**Problem details:** Write out the whole listing again, exactly.

**Listed entries:**
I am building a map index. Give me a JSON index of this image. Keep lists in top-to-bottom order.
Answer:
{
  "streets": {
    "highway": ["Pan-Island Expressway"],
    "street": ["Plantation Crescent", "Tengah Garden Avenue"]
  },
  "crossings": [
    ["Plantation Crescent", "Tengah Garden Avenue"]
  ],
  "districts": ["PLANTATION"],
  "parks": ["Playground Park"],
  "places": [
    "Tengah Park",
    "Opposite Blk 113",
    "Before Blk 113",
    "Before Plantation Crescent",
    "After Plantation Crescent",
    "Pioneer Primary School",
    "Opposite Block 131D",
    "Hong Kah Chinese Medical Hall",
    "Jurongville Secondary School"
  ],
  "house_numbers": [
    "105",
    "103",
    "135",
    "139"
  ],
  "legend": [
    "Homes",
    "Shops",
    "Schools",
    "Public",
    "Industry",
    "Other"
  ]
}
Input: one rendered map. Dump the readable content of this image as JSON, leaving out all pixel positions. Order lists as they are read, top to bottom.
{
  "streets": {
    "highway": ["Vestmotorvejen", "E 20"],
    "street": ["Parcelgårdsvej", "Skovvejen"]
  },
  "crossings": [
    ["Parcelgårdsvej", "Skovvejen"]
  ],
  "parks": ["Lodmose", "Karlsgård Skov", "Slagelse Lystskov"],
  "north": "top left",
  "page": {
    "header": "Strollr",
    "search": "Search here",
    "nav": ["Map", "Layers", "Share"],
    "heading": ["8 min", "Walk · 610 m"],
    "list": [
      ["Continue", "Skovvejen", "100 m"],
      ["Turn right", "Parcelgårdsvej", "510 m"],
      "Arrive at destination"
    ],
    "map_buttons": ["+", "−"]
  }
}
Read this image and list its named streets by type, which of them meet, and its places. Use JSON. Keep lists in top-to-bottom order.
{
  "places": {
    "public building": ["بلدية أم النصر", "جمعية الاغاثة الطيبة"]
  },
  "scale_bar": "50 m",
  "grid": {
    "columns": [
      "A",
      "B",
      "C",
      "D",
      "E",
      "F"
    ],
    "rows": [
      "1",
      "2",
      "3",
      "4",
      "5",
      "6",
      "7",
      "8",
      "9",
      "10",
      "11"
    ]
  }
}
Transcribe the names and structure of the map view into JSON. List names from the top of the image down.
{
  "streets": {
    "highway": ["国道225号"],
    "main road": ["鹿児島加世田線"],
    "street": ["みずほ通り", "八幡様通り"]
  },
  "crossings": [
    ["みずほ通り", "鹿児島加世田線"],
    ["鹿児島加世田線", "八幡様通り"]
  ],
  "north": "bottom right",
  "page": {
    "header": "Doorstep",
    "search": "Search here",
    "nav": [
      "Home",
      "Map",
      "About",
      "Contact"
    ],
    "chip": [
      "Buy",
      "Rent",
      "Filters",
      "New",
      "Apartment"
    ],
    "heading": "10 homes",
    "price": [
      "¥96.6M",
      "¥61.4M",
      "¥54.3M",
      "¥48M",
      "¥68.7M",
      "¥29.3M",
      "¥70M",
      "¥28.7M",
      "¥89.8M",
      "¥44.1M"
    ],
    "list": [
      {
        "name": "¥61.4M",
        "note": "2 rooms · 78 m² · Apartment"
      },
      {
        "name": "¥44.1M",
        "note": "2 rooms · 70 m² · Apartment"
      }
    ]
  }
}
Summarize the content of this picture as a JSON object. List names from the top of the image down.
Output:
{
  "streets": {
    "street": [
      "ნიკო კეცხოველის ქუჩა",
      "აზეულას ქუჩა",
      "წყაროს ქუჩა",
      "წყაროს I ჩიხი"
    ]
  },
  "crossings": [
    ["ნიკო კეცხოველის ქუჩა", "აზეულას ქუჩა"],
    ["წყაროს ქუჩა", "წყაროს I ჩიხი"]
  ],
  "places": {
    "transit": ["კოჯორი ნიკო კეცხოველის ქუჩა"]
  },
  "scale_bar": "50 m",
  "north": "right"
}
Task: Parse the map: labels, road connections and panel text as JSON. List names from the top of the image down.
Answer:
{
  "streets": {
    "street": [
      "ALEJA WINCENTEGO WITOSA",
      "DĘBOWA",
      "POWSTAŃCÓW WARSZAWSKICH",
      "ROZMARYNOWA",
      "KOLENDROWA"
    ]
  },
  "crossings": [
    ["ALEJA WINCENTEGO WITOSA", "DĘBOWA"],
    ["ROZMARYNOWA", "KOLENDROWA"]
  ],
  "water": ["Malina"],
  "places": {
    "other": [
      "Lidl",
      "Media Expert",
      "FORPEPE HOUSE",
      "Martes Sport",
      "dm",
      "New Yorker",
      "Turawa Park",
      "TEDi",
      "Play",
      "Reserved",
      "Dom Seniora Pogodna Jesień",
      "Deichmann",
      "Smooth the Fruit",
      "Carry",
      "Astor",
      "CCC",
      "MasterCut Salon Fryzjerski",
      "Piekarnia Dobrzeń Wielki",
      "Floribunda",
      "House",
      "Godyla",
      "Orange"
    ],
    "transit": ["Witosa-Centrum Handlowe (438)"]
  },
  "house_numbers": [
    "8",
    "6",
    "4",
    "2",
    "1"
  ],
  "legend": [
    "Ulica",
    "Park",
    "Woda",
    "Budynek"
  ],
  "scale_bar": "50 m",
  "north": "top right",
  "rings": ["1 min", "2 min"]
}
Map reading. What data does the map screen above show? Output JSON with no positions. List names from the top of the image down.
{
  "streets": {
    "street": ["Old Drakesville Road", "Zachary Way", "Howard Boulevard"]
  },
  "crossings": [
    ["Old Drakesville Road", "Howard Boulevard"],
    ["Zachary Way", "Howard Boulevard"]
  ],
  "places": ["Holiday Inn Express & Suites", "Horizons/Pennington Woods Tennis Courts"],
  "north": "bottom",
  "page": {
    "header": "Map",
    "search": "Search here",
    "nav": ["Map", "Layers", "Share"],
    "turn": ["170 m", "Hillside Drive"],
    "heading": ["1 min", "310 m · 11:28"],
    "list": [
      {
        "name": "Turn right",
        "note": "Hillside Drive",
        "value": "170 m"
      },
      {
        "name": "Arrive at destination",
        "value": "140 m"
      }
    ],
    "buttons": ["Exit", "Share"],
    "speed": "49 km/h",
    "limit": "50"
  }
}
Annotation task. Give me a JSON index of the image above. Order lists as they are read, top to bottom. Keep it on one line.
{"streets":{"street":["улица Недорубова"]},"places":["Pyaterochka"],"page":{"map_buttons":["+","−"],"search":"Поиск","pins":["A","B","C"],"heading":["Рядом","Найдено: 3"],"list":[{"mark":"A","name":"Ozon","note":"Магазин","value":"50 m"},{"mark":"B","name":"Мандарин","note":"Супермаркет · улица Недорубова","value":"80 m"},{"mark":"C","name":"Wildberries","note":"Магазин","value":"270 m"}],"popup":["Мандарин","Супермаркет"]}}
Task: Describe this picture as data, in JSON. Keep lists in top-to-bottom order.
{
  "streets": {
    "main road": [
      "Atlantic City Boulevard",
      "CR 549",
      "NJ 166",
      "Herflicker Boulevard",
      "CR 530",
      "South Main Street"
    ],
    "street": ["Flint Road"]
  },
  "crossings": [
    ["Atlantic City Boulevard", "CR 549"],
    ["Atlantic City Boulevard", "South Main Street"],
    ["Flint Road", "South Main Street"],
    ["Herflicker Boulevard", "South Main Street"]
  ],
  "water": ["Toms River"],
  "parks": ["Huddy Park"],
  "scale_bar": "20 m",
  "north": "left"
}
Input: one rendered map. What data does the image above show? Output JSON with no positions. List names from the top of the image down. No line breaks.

**Output of the exercise:**
I am building a map index. Give me a JSON index of this image. Keep lists in top-to-bottom order.
Answer:
{
  "streets": {
    "highway": ["Pan-Island Expressway"],
    "street": ["Plantation Crescent", "Tengah Garden Avenue"]
  },
  "crossings": [
    ["Plantation Crescent", "Tengah Garden Avenue"]
  ],
  "districts": ["PLANTATION"],
  "parks": ["Playground Park"],
  "places": [
    "Tengah Park",
    "Opposite Blk 113",
    "Before Blk 113",
    "Before Plantation Crescent",
    "After Plantation Crescent",
    "Pioneer Primary School",
    "Opposite Block 131D",
    "Hong Kah Chinese Medical Hall",
    "Jurongville Secondary School"
  ],
  "house_numbers": [
    "105",
    "103",
    "135",
    "139"
  ],
  "legend": [
    "Homes",
    "Shops",
    "Schools",
    "Public",
    "Industry",
    "Other"
  ]
}
Input: one rendered map. Dump the readable content of this image as JSON, leaving out all pixel positions. Order lists as they are read, top to bottom.
{
  "streets": {
    "highway": ["Vestmotorvejen", "E 20"],
    "street": ["Parcelgårdsvej", "Skovvejen"]
  },
  "crossings": [
    ["Parcelgårdsvej", "Skovvejen"]
  ],
  "parks": ["Lodmose", "Karlsgård Skov", "Slagelse Lystskov"],
  "north": "top left",
  "page": {
    "header": "Strollr",
    "search": "Search here",
    "nav": ["Map", "Layers", "Share"],
    "heading": ["8 min", "Walk · 610 m"],
    "list": [
      ["Continue", "Skovvejen", "100 m"],
      ["Turn right", "Parcelgårdsvej", "510 m"],
      "Arrive at destination"
    ],
    "map_buttons": ["+", "−"]
  }
}
Read this image and list its named streets by type, which of them meet, and its places. Use JSON. Keep lists in top-to-bottom order.
{
  "places": {
    "public building": ["بلدية أم النصر", "جمعية الاغاثة الطيبة"]
  },
  "scale_bar": "50 m",
  "grid": {
    "columns": [
      "A",
      "B",
      "C",
      "D",
      "E",
      "F"
    ],
    "rows": [
      "1",
      "2",
      "3",
      "4",
      "5",
      "6",
      "7",
      "8",
      "9",
      "10",
      "11"
    ]
  }
}
Transcribe the names and structure of the map view into JSON. List names from the top of the image down.
{
  "streets": {
    "highway": ["国道225号"],
    "main road": ["鹿児島加世田線"],
    "street": ["みずほ通り", "八幡様通り"]
  },
  "crossings": [
    ["みずほ通り", "鹿児島加世田線"],
    ["鹿児島加世田線", "八幡様通り"]
  ],
  "north": "bottom right",
  "page": {
    "header": "Doorstep",
    "search": "Search here",
    "nav": [
      "Home",
      "Map",
      "About",
      "Contact"
    ],
    "chip": [
      "Buy",
      "Rent",
      "Filters",
      "New",
      "Apartment"
    ],
    "heading": "10 homes",
    "price": [
      "¥96.6M",
      "¥61.4M",
      "¥54.3M",
      "¥48M",
      "¥68.7M",
      "¥29.3M",
      "¥70M",
      "¥28.7M",
      "¥89.8M",
      "¥44.1M"
    ],
    "list": [
      {
        "name": "¥61.4M",
        "note": "2 rooms · 78 m² · Apartment"
      },
      {
        "name": "¥44.1M",
        "note": "2 rooms · 70 m² · Apartment"
      }
    ]
  }
}
Summarize the content of this picture as a JSON object. List names from the top of the image down.
Output:
{
  "streets": {
    "street": [
      "ნიკო კეცხოველის ქუჩა",
      "აზეულას ქუჩა",
      "წყაროს ქუჩა",
      "წყაროს I ჩიხი"
    ]
  },
  "crossings": [
    ["ნიკო კეცხოველის ქუჩა", "აზეულას ქუჩა"],
    ["წყაროს ქუჩა", "წყაროს I ჩიხი"]
  ],
  "places": {
    "transit": ["კოჯორი ნიკო კეცხოველის ქუჩა"]
  },
  "scale_bar": "50 m",
  "north": "right"
}
Task: Parse the map: labels, road connections and panel text as JSON. List names from the top of the image down.
Answer:
{
  "streets": {
    "street": [
      "ALEJA WINCENTEGO WITOSA",
      "DĘBOWA",
      "POWSTAŃCÓW WARSZAWSKICH",
      "ROZMARYNOWA",
      "KOLENDROWA"
    ]
  },
  "crossings": [
    ["ALEJA WINCENTEGO WITOSA", "DĘBOWA"],
    ["ROZMARYNOWA", "KOLENDROWA"]
  ],
  "water": ["Malina"],
  "places": {
    "other": [
      "Lidl",
      "Media Expert",
      "FORPEPE HOUSE",
      "Martes Sport",
      "dm",
      "New Yorker",
      "Turawa Park",
      "TEDi",
      "Play",
      "Reserved",
      "Dom Seniora Pogodna Jesień",
      "Deichmann",
      "Smooth the Fruit",
      "Carry",
      "Astor",
      "CCC",
      "MasterCut Salon Fryzjerski",
      "Piekarnia Dobrzeń Wielki",
      "Floribunda",
      "House",
      "Godyla",
      "Orange"
    ],
    "transit": ["Witosa-Centrum Handlowe (438)"]
  },
  "house_numbers": [
    "8",
    "6",
    "4",
    "2",
    "1"
  ],
  "legend": [
    "Ulica",
    "Park",
    "Woda",
    "Budynek"
  ],
  "scale_bar": "50 m",
  "north": "top right",
  "rings": ["1 min", "2 min"]
}
Map reading. What data does the map screen above show? Output JSON with no positions. List names from the top of the image down.
{
  "streets": {
    "street": ["Old Drakesville Road", "Zachary Way", "Howard Boulevard"]
  },
  "crossings": [
    ["Old Drakesville Road", "Howard Boulevard"],
    ["Zachary Way", "Howard Boulevard"]
  ],
  "places": ["Holiday Inn Express & Suites", "Horizons/Pennington Woods Tennis Courts"],
  "north": "bottom",
  "page": {
    "header": "Map",
    "search": "Search here",
    "nav": ["Map", "Layers", "Share"],
    "turn": ["170 m", "Hillside Drive"],
    "heading": ["1 min", "310 m · 11:28"],
    "list": [
      {
        "name": "Turn right",
        "note": "Hillside Drive",
        "value": "170 m"
      },
      {
        "name": "Arrive at destination",
        "value": "140 m"
      }
    ],
    "buttons": ["Exit", "Share"],
    "speed": "49 km/h",
    "limit": "50"
  }
}
Annotation task. Give me a JSON index of the image above. Order lists as they are read, top to bottom. Keep it on one line.
{"streets":{"street":["улица Недорубова"]},"places":["Pyaterochka"],"page":{"map_buttons":["+","−"],"search":"Поиск","pins":["A","B","C"],"heading":["Рядом","Найдено: 3"],"list":[{"mark":"A","name":"Ozon","note":"Магазин","value":"50 m"},{"mark":"B","name":"Мандарин","note":"Супермаркет · улица Недорубова","value":"80 m"},{"mark":"C","name":"Wildberries","note":"Магазин","value":"270 m"}],"popup":["Мандарин","Супермаркет"]}}
Task: Describe this picture as data, in JSON. Keep lists in top-to-bottom order.
{
  "streets": {
    "main road": [
      "Atlantic City Boulevard",
      "CR 549",
      "NJ 166",
      "Herflicker Boulevard",
      "CR 530",
      "South Main Street"
    ],
    "street": ["Flint Road"]
  },
  "crossings": [
    ["Atlantic City Boulevard", "CR 549"],
    ["Atlantic City Boulevard", "South Main Street"],
    ["Flint Road", "South Main Street"],
    ["Herflicker Boulevard", "South Main Street"]
  ],
  "water": ["Toms River"],
  "parks": ["Huddy Park"],
  "scale_bar": "20 m",
  "north": "left"
}
Input: one rendered map. What data does the image above show? Output JSON with no positions. List names from the top of the image down. No line breaks.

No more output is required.